Inicialmente, a Procuradoria Geral da República havia pedido para o processo de Blairo ser remetido para o STJ, em razão do envolvimento do conselheiro. Depois, a subprocuradora presente à sessão, Cláudia Sampaio, ajustou o entendimento da PGR para que fosse para a primeira instância.

A defesa questionou se o caso deveria ter outro relator, o ministro Dias Toffoli, que já havia arquivado um inquérito com tema semelhante. Esse pedido, no entanto, foi rejeitado por unanimidade pela Turma.

Ao analisar o caso, o ministro Luiz Fux votou por restringir o foro de ministros e de conselheiros do tribunal de contas. Acompanharam o voto dele os ministros Rosa Weber, Luís Roberto Barroso e Marco Aurélio Mello.

"A razão de decidir no julgamento aplica-se indistintamente em relação a qualquer hipótese de prerrogativa de foro por função", entendeu Fux.

Alexandre de Moraes divergiu por considerar que o caso deveria ir para o Superior Tribunal de Justiça (STJ), uma vez que outro acusado é conselheiro do tribunal de contas, e o STF não havia restringido o foro para esta função.

Em relação a Blairo Maggi, no entanto, Moraes entendeu que, como ele é senador licenciado, poderia ser aplicada a regra de restrição do foro.

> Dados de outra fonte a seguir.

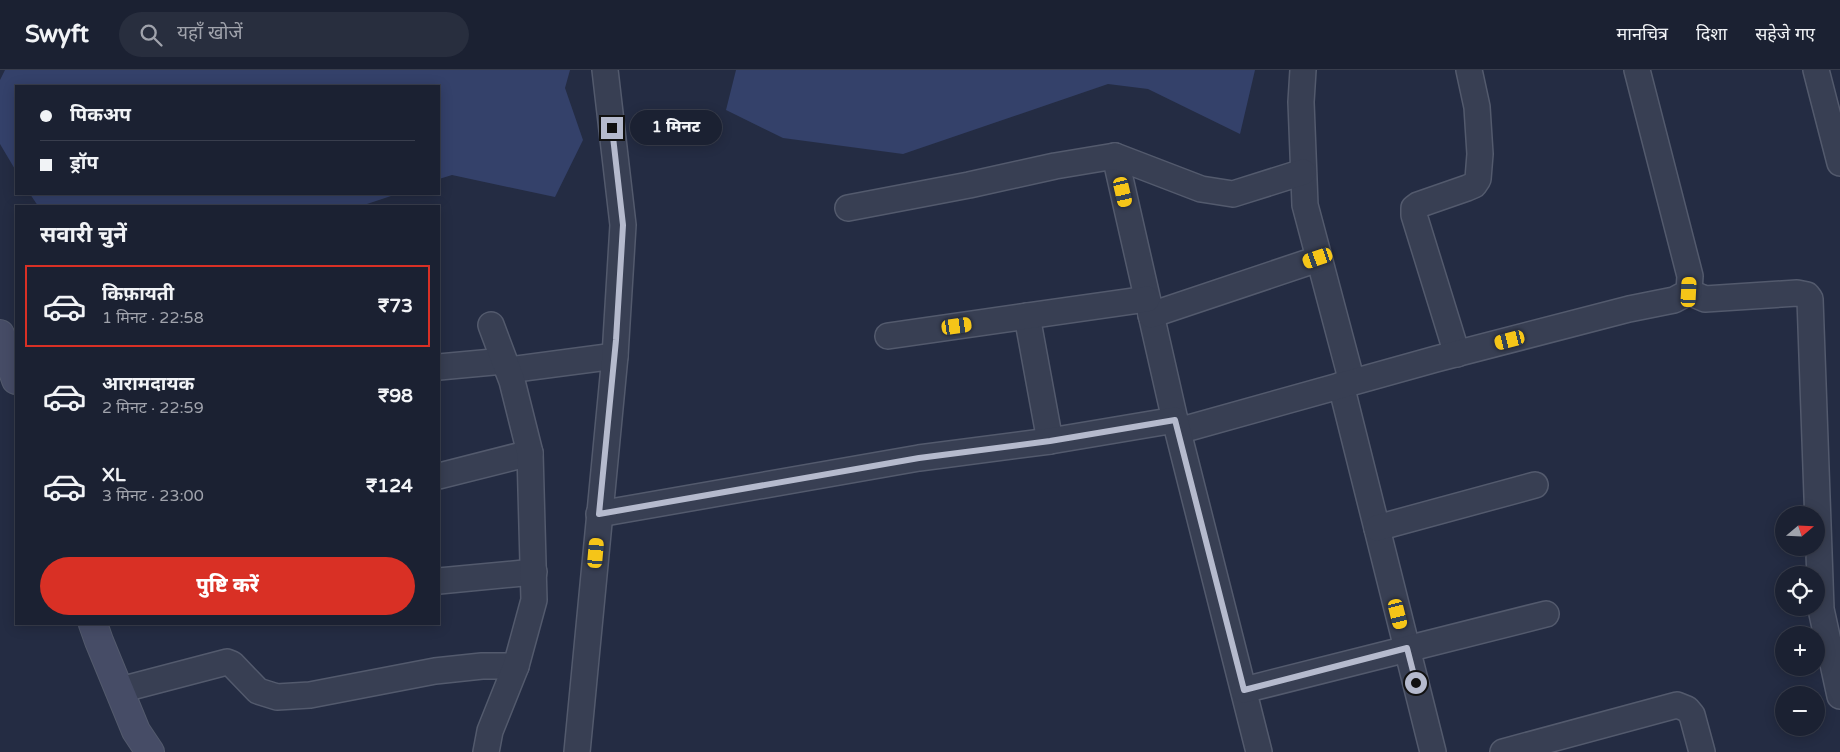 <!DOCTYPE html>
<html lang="hi">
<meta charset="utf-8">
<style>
:root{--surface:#1b2132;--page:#282e3e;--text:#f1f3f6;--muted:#a0a3ac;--line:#393e4d;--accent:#d93025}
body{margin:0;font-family:"Varela Round","Noto Sans Devanagari",sans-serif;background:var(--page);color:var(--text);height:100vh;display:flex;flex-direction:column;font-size:19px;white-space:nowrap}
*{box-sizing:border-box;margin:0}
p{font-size:16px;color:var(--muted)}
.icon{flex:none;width:28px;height:28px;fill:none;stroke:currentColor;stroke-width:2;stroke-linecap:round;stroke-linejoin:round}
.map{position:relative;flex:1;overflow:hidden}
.drawer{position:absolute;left:15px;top:135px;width:425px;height:420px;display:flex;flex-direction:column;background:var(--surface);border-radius:0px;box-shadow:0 2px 12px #0003,0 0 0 1px var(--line)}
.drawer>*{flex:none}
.hud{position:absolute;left:15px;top:15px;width:425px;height:110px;border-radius:0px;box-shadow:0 2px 12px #0003,0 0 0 1px var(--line);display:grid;align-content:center;height:110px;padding:0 25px;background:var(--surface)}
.needle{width:32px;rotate:71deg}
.tools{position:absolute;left:1775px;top:436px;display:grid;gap:10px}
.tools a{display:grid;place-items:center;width:50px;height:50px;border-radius:50%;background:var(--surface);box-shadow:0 2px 12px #0003,0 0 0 1px var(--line);font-size:25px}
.end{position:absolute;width:22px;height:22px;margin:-11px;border:6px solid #b5bacd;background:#111;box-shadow:0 0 0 2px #111}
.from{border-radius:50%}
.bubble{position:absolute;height:35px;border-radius:18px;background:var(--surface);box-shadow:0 2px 12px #0003,0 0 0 1px var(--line);font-size:16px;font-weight:800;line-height:35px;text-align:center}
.car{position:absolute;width:15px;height:30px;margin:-15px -8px;border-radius:6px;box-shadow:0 0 4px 1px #0007;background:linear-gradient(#f5c518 24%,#345 0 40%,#f5c518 0 76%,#345 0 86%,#f5c518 0)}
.hud b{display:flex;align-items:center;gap:18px;height:48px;font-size:19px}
.hud b+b{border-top:1px solid var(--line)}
.hud i{width:12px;height:12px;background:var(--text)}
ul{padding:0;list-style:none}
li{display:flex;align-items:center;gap:15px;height:82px;margin:0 10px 8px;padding:0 15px;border:2px solid transparent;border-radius:0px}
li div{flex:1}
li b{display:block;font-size:19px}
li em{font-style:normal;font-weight:800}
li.active{border-color:var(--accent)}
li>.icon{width:45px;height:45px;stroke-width:1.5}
h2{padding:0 25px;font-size:22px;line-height:60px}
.action{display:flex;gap:10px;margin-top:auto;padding:10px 25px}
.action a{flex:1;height:58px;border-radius:30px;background:var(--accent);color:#fff;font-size:20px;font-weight:800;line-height:58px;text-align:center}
header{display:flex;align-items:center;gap:30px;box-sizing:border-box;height:70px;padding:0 25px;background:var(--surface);border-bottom:1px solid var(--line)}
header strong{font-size:24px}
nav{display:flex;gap:28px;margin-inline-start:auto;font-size:18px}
.search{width:350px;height:45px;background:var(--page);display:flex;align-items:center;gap:12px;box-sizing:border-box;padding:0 18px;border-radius:28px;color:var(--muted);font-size:19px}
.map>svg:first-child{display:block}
</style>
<header>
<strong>Swyft</strong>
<div class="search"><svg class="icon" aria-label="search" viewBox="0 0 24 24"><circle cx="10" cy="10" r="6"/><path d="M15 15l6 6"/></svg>यहाँ खोजें</div>
<nav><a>मानचित्र</a><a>दिशा</a><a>सहेजे गए</a></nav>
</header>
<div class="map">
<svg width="1840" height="682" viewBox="0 0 1840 682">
<rect width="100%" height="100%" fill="#242c43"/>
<g fill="#34416a">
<path d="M5 0H570L565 18 583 70 555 127 452 105 439 109V16H16V101L0 74V10Z"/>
<path d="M736 0H1255L1240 64 1148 19 1108 14 903 84 783 68 726 40Z"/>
<path d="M30 124H397L361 136H38Z"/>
</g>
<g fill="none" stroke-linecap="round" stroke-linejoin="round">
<defs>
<g id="street">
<path d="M1303 0 1301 32 1305 135 1352 312"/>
<path d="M1816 0 1840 93"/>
<path d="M1115 86 1175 350"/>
<path d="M848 138 969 115 1055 96 1115 86 1201 119 1233 124 1303 102"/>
<path d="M1689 222 1705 229 1797 223 1807 225 1810 229 1821 539 1840 626"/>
<path d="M1151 245 1318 189"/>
<path d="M1027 246 1050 371"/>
<path d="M888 266 1147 229"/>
<path d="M1457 284 1414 145V138L1418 135 1467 118 1474 115 1478 109 1480 84 1477 37 1469 0"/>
<path d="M439 297 504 291"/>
<path d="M508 300 615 286"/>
<path d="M1341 315 1433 682"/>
<path d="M1178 361 1436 289 1629 239 1674 230 1689 222 1690 206 1637 0"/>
<path d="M439 406 530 383"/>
<path d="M599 444 919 388 1050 371 1175 350 1259 682"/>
<path d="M1377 458 1535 415"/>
<path d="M439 511 534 502"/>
<path d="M120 620 227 592 232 594 258 621 277 627 310 625 435 601 482 596H516"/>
<path d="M1244 620 1546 544"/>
<path d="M486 682 490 661 516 596 534 530 530 383 512 311 491 255"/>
<path d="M577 682 615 286 623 155 605 0"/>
<path d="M1503 682 1677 635 1687 639 1692 645 1702 682"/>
</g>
<g id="secondary">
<path d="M0 264 16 310"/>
<path d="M93 554 99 571 136 661 150 682"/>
</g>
</defs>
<use href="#street" stroke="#535a6d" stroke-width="28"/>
<use href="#secondary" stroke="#535a6d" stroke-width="30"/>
<use href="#street" stroke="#383f53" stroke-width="25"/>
<use href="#secondary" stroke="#464c66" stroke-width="28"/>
</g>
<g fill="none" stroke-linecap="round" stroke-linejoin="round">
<path stroke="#b5bacd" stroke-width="6" d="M612 58 623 155 616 270 599 444 919 388 1050 371 1175 350 1244 620 1407 578 1416 613"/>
</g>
</svg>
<div class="tools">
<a><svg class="needle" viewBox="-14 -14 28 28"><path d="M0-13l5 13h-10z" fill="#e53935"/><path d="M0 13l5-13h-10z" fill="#a0a3ac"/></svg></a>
<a><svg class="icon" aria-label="locate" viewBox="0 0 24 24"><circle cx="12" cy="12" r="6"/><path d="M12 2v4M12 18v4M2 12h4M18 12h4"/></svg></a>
<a>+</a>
<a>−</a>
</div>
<i class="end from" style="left:1416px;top:613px"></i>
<i class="end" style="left:612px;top:58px"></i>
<div class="bubble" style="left:630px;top:40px;width:92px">1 मिनट</div>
<i class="car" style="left:1123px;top:122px;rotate:167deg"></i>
<i class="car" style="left:1318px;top:188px;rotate:251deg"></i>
<i class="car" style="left:1689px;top:222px;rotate:3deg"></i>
<i class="car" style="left:957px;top:256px;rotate:82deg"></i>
<i class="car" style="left:1510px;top:270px;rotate:256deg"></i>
<i class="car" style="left:596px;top:483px;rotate:5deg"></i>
<i class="car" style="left:1398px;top:544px;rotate:166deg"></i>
<div class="hud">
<b><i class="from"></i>पिकअप</b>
<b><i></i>ड्रॉप</b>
</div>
<section class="drawer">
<h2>सवारी चुनें</h2>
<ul>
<li class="active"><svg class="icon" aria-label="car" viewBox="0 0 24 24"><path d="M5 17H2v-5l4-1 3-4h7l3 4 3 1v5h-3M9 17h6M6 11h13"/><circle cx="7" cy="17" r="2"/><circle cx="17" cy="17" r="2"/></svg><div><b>किफ़ायती</b><p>1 मिनट · 22:58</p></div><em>₹73</em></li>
<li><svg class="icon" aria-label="car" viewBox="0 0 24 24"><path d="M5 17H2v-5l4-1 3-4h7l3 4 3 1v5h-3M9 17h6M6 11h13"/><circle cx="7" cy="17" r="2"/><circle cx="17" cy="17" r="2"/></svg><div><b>आरामदायक</b><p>2 मिनट · 22:59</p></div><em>₹98</em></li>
<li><svg class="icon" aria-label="car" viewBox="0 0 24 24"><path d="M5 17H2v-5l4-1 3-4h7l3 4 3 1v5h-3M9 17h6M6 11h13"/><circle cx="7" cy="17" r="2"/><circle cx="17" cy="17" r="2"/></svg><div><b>XL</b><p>3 मिनट · 23:00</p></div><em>₹124</em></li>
</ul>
<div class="action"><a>पुष्टि करें</a></div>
</section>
</div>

Ministros do governo alvos de inquérito

Atualmente, cinco ministros do governo Temer são alvos de inquéritos no STF:

  • Aloysio Nunes (Relações Exteriores): um inquérito;
  • Blairo Maggi (Agricultura): mais um inquérito além do que foi para primeira instância;
  • Eliseu Padilha (Casa Civil): três inquéritos;
  • Gilberto Kassab (Ciência, Tecnologia e Comunicações): três inquéritos;
  • Moreira Franco (Minas e Energia): um inquérito.

Todos eles negam envolvimento em irregularidades.